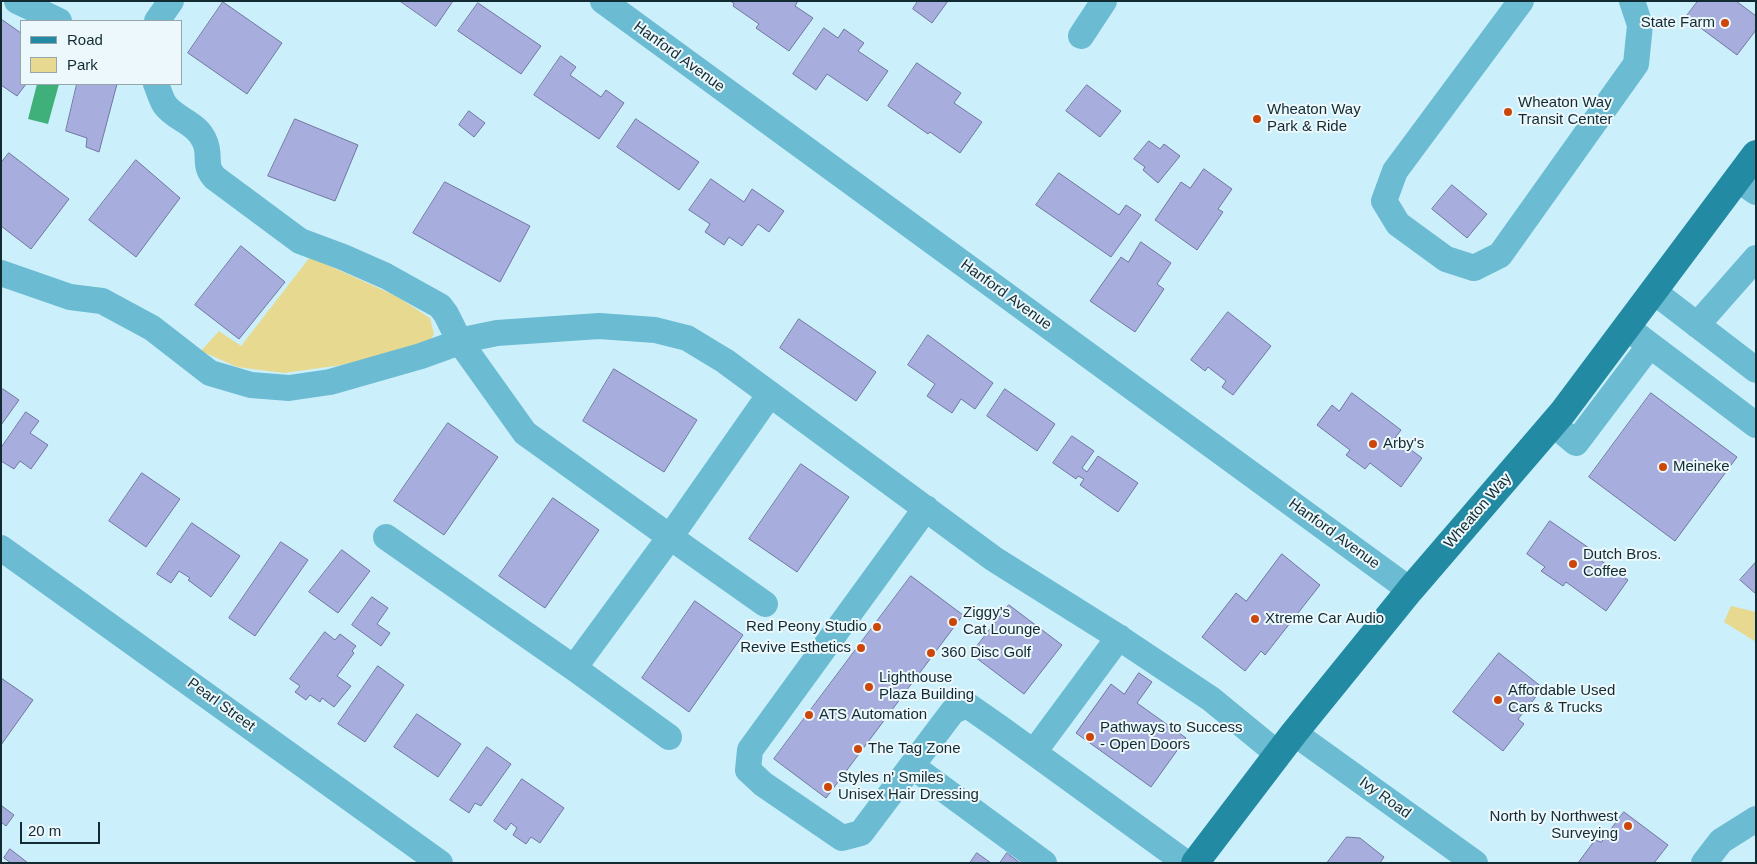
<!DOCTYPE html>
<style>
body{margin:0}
#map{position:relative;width:1757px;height:864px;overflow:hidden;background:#ccf0fb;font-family:Arial,sans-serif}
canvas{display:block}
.frame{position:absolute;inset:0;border:2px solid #122b32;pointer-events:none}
.legend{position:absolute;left:20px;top:20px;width:162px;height:65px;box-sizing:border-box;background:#ecf8fc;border:1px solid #95a6ab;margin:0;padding:6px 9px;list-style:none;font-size:15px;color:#122b32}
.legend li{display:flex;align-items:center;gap:10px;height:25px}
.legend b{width:25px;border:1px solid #95a6ab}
.scale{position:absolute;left:20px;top:822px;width:80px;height:22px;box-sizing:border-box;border:2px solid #122b32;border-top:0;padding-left:6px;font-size:15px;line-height:18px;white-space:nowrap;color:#122b32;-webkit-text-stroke:4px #ecf8fc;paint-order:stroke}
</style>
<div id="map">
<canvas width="1757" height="864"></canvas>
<div class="frame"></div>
<ul class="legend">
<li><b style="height:6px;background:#238aa4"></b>Road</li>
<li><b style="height:14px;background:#e7d98f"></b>Park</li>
</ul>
<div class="scale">20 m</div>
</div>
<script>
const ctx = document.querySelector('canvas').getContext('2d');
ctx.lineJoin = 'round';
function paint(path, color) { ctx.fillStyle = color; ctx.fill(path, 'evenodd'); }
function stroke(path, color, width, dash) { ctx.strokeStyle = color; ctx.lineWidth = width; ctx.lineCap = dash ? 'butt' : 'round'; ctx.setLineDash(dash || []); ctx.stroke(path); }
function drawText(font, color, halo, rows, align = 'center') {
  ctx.font = font + ' Arial,sans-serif'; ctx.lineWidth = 4; ctx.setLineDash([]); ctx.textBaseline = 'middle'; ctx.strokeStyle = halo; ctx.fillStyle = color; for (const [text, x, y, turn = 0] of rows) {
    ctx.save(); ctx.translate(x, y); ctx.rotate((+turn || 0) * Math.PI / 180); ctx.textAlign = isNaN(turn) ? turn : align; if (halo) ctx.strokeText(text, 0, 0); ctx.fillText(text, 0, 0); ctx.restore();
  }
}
paint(new Path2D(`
 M310,257L396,296L430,318L434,334L429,343L342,365L284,373L237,367L201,351L219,331L241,346Z
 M1731,606L1756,612V642L1724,622Z`), '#e7d98f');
paint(new Path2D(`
 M37,84H59L48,124L28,119Z`), '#3fb07a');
const building = new Path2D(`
 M400,1H453L436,26Z
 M731,1H798L795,6L813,18L789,51L756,28L759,24L733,6L734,4Z
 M918,1H948L932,23L913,9Z
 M1698,1H1736L1756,16V30L1737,55L1686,17Z
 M223,2L282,43L247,94L188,53Z
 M478,3L541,46L521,74L458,31Z
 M1,19L21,33V84H26L17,96L1,85Z
 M824,28L838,38L844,29L864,43L858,51L888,71L867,101L827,74L816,90L793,74Z
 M561,56L576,67L570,75L601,97L606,90L624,103L599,139L534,95Z
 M917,63L961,93L954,103L982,122L960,153L930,132L928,134L888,106Z
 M77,84H117L99,152L86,147L87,138L66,131Z
 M1087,85L1121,111L1100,137L1066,111Z
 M469,111L485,123L474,137L459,125Z
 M295,119L358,145L335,201L268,176Z
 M636,119L699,162L679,190L617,147Z
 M1149,141L1160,149L1164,144L1180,156L1158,183L1143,170L1145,167L1134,159Z
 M9,153L69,199L31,249L1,226V163Z
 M136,160L180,198L136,257L89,220Z
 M1204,169L1232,189L1218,209L1223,212L1197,250L1155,220L1181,182L1190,188Z
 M1059,173L1119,215L1126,205L1141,215L1111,257L1036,205Z
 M711,179L744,202L752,189L784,211L769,232L758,224L742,246L729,237L724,245L705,232L710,224L689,210Z
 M445,182L530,226L500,282L413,233Z
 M1452,185L1487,214L1467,238L1432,209Z
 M1141,242L1171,263L1157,284L1164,289L1135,332L1090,301L1121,257L1128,262Z
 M241,246L285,282L239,339L195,305Z
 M1228,312L1271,346L1233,395L1222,387L1226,381L1208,367L1205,371L1191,360Z
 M799,319L876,372L856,401L780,348Z
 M928,335L993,383L975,409L961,399L952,413L927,396L935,384L908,365Z
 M614,369L697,420L664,472L583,421Z
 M3,389L19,400L1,425V391Z
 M1005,389L1055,424L1037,451L987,416Z
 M1352,393L1401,430L1395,438L1422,458L1401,487L1370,463L1365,469L1346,455L1350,450L1317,425L1332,405L1339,411Z
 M1651,393L1737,457L1675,541L1589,477Z
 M26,412L39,421L30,433L48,445L31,469L20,461L14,469L1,461V448Z
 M448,423L498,457L444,535L394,501Z
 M1072,436L1094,451L1082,468L1087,472L1098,456L1138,483L1118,512L1080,485L1084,479L1078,476L1076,479L1053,463Z
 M801,464L849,497L797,572L749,539Z
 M142,473L180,499L146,547L109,521Z
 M553,498L599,530L545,608L499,576Z
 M1550,521L1602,557L1600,560L1628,580L1606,611L1566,582L1563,586L1541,571L1545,567L1527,554Z
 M192,523L240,556L211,597L188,580L190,578L179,571L171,583L157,574Z
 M281,542L308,560L255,636L229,618Z
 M342,550L370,571L338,613L309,592Z
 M1282,554L1320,585L1265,655L1261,651L1245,671L1202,637L1236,593L1246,601Z
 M1756,562V594L1740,580Z
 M911,576L963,615L826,798L774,759Z
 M372,597L388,608L377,624L390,633L381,646L352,625Z
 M695,601L743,635L689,712L642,678Z
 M1009,605L1062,645L1024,694L971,654Z
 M325,632L335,640L340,634L356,646L352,651L354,653L337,676L351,686L334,707L322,698L320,702L310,695L306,700L295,692L300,686L290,679Z
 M1499,653L1543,688L1518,719L1524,724L1503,751L1453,712Z
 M378,666L404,685L365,742L338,724Z
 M1139,673L1152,682L1137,703L1186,738L1151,787L1076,733L1111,684L1124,694Z
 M1,678L33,700L1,745Z
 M417,714L461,744L438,777L394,747Z
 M487,747L511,764L481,806L475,803L469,813L450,800Z
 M522,779L564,808L540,843L531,837L526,844L513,835L517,828L511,823L506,830L494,821Z
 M2,806L14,815L6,826L1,822Z
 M1624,812L1668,845L1654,863H1578L1595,840L1601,842Z
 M1347,837L1360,838L1384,857L1380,863H1327Z
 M10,849L28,863H11L4,858Z
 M977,853L991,863H970Z
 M1007,853L1020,863H1000Z`);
paint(building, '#a7addc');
stroke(building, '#7176a2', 1);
stroke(new Path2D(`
 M17,1L59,21
 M603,1L1410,590
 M1521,1L1395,171L1384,201L1398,224L1446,259L1474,268L1500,255L1636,64L1640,25L1632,1
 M157,21L171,1
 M1081,36L1104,1
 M156,84C159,91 161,99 165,105C176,120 197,122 205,142C211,156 203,166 215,178L300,241L343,257L386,276L440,306L446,314L460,342L525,433L670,537L770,394
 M1737,179L1756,192
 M1,273L70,297L102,301L152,328L210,373L251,385L289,388L330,382L421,356L468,339L497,333L599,326L655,330L687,338L725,361L994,559L1115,635L1211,699L1278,754
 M1653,291L1756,370
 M1697,325L1756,258
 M1626,327L1756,425
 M1553,424L1576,443L1650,345
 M926,508L750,750L748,770L763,784L842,838L861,833L953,711L967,705L1000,728L1186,863
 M386,537L574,668L670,537L765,604
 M1,548L440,863
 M574,668L669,737
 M1294,733L1475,863
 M1034,752L1119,637
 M912,766L1044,863
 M1704,863L1721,841L1756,819`), '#6bbbd3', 26);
stroke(new Path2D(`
 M1195,863L1294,733L1410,590L1563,412L1756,154`), '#238aa4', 28);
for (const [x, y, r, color] of [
 [1725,23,5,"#cc460a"],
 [1508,112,5,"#cc460a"],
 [1257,119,5,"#cc460a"],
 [1373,444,5,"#cc460a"],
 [1663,467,5,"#cc460a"],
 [1573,564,5,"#cc460a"],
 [1255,619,5,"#cc460a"],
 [953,622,5,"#cc460a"],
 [877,627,5,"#cc460a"],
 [861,648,5,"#cc460a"],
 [931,653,5,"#cc460a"],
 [869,687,5,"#cc460a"],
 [1498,700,5,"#cc460a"],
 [809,715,5,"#cc460a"],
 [1090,737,5,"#cc460a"],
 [858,749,5,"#cc460a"],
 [828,787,5,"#cc460a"],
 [1628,826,5,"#cc460a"]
]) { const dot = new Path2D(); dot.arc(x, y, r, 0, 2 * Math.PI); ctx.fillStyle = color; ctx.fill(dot); stroke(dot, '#ecf8fc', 2); }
drawText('15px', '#122b32', '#ecf8fc', [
 ["State Farm",1715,23,"right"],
 ["Wheaton Way",1518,103],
 ["Transit Center",1518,120],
 ["Wheaton Way",1267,110],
 ["Park & Ride",1267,127],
 ["Arby's",1383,444],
 ["Meineke",1673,467],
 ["Dutch Bros.",1583,555],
 ["Coffee",1583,572],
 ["Ziggy's",963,613],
 ["Cat Lounge",963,630],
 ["Xtreme Car Audio",1265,619],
 ["Red Peony Studio",867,627,"right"],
 ["Revive Esthetics",851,648,"right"],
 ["360 Disc Golf",941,653],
 ["Lighthouse",879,678],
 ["Plaza Building",879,695],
 ["Affordable Used",1508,691],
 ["Cars & Trucks",1508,708],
 ["ATS Automation",819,715],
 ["Pathways to Success",1100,728],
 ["- Open Doors",1100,745],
 ["The Tag Zone",868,749],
 ["Styles n' Smiles",838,778],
 ["Unisex Hair Dressing",838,795],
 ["North by Northwest",1618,817,"right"],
 ["Surveying",1618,834,"right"]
], 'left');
drawText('15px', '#122b32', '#ecf8fc', [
 ["Hanford Avenue",679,57,36],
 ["Hanford Avenue",1006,295,36],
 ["Wheaton Way",1478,511,-49],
 ["Hanford Avenue",1334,534,36],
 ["Pearl Street",221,705,36],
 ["Ivy Road",1385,798,36]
]);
</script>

Aim of the exercise = Every line of the material that holds the word "setLineDash" must be found and copied.

Exercise response =
function stroke(path, color, width, dash) { ctx.strokeStyle = color; ctx.lineWidth = width; ctx.lineCap = dash ? 'butt' : 'round'; ctx.setLineDash(dash || []); ctx.stroke(path); }
  ctx.font = font + ' Arial,sans-serif'; ctx.lineWidth = 4; ctx.setLineDash([]); ctx.textBaseline = 'middle'; ctx.strokeStyle = halo; ctx.fillStyle = color; for (const [text, x, y, turn = 0] of rows) {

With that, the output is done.